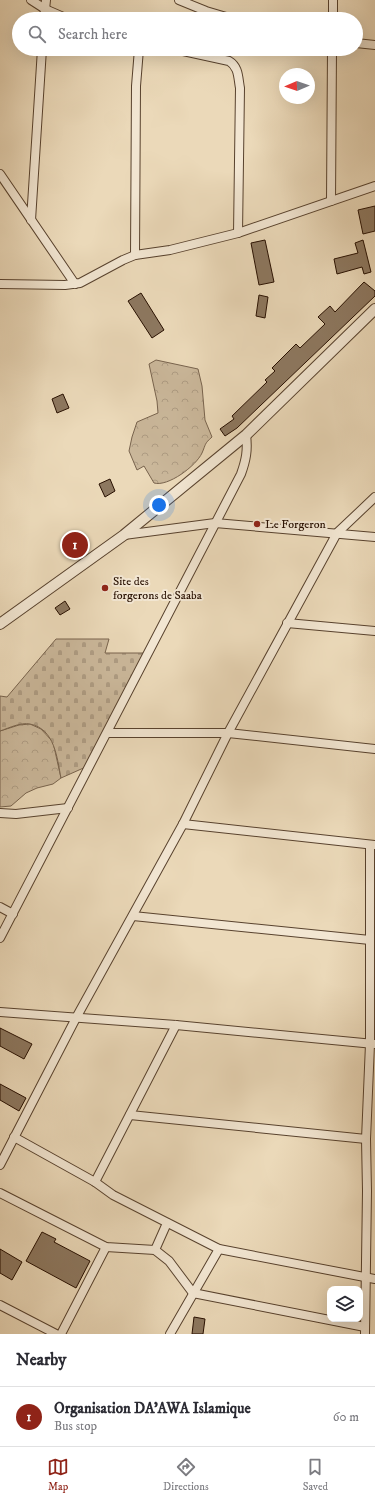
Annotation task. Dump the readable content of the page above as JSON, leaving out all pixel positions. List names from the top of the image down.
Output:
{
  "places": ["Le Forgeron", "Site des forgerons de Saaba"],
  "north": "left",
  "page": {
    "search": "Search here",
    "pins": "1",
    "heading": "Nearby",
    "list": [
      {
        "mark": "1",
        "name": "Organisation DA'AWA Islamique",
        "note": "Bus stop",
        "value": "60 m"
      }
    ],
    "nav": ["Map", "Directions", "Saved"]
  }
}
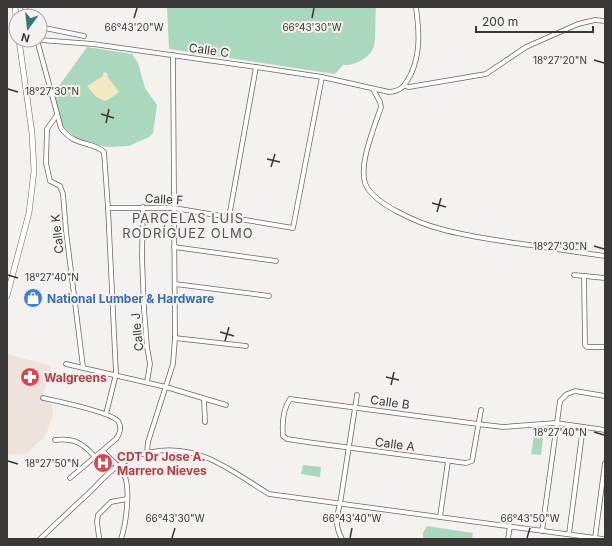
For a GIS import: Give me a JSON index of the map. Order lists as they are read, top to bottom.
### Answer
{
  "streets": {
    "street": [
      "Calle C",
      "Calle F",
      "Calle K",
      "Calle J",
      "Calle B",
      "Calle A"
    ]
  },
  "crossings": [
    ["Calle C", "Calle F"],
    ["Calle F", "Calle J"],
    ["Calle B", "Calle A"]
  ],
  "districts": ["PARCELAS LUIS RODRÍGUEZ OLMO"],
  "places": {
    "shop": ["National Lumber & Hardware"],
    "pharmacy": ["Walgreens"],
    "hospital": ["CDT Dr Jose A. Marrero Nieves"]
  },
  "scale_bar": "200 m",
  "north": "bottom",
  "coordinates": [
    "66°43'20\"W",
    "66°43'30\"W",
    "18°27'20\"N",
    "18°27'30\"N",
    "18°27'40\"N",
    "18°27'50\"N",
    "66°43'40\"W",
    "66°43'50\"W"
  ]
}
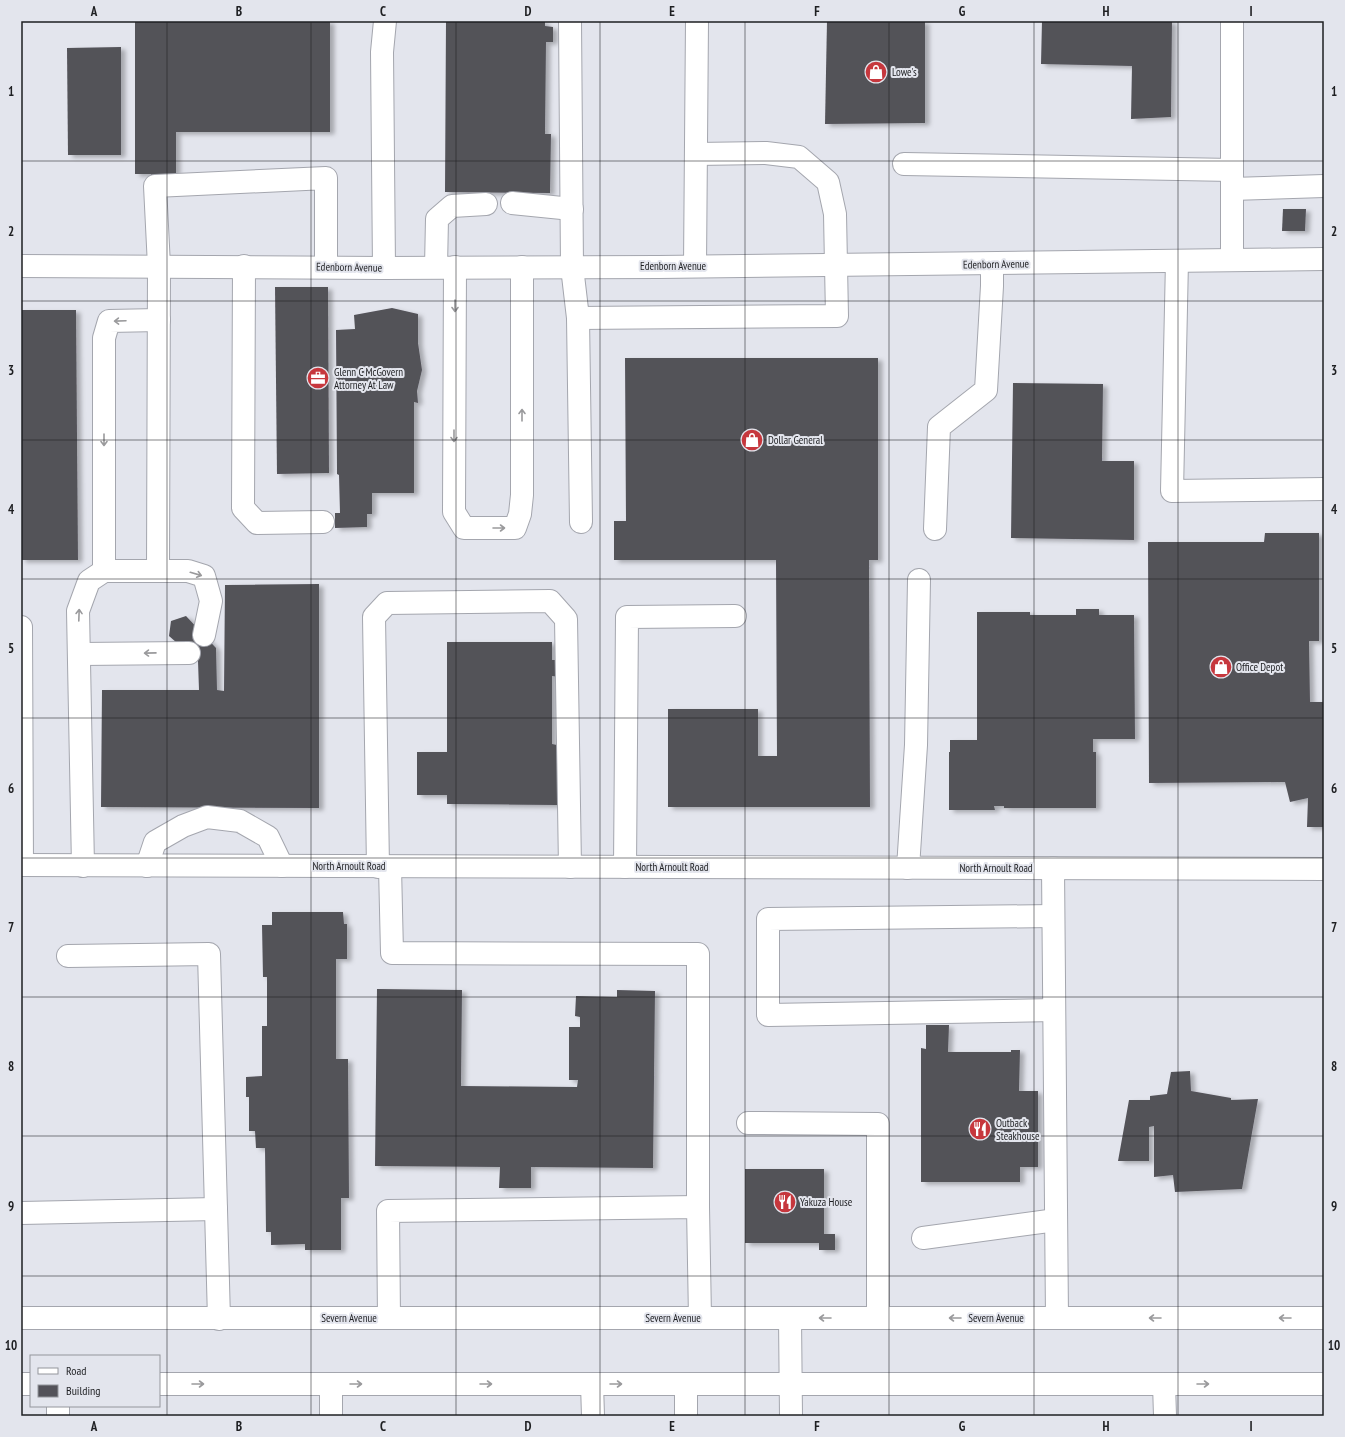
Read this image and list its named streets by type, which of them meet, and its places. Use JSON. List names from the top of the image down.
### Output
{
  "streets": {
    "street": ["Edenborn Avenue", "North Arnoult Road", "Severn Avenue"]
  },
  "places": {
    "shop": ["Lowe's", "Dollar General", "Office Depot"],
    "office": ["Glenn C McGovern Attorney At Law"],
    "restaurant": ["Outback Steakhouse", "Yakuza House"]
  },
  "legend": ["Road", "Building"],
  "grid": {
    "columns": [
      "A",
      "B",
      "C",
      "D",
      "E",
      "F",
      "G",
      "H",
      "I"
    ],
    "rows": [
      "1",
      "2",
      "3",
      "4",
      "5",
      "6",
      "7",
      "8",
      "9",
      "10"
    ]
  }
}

******************************

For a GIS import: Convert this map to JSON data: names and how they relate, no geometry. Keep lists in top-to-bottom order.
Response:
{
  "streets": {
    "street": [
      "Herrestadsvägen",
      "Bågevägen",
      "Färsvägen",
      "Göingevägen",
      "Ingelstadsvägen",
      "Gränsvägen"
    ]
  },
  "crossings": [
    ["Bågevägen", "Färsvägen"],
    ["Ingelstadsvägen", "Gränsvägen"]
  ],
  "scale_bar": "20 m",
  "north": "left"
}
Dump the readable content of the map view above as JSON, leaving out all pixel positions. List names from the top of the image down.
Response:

******************************

### BRIEF
Both the line above containing "Annotation task. Dump" and the line containing "Read this image" belong in the copy, along with every line between them; print these exactly and omit the pictures.

### RESPONSE AREA
Annotation task. Dump the readable content of the page above as JSON, leaving out all pixel positions. List names from the top of the image down.
Output:
{
  "places": ["Le Forgeron", "Site des forgerons de Saaba"],
  "north": "left",
  "page": {
    "search": "Search here",
    "pins": "1",
    "heading": "Nearby",
    "list": [
      {
        "mark": "1",
        "name": "Organisation DA'AWA Islamique",
        "note": "Bus stop",
        "value": "60 m"
      }
    ],
    "nav": ["Map", "Directions", "Saved"]
  }
}
For a GIS import: Give me a JSON index of the map. Order lists as they are read, top to bottom.
### Answer
{
  "streets": {
    "street": [
      "Calle C",
      "Calle F",
      "Calle K",
      "Calle J",
      "Calle B",
      "Calle A"
    ]
  },
  "crossings": [
    ["Calle C", "Calle F"],
    ["Calle F", "Calle J"],
    ["Calle B", "Calle A"]
  ],
  "districts": ["PARCELAS LUIS RODRÍGUEZ OLMO"],
  "places": {
    "shop": ["National Lumber & Hardware"],
    "pharmacy": ["Walgreens"],
    "hospital": ["CDT Dr Jose A. Marrero Nieves"]
  },
  "scale_bar": "200 m",
  "north": "bottom",
  "coordinates": [
    "66°43'20\"W",
    "66°43'30\"W",
    "18°27'20\"N",
    "18°27'30\"N",
    "18°27'40\"N",
    "18°27'50\"N",
    "66°43'40\"W",
    "66°43'50\"W"
  ]
}
Read this image and list its named streets by type, which of them meet, and its places. Use JSON. List names from the top of the image down.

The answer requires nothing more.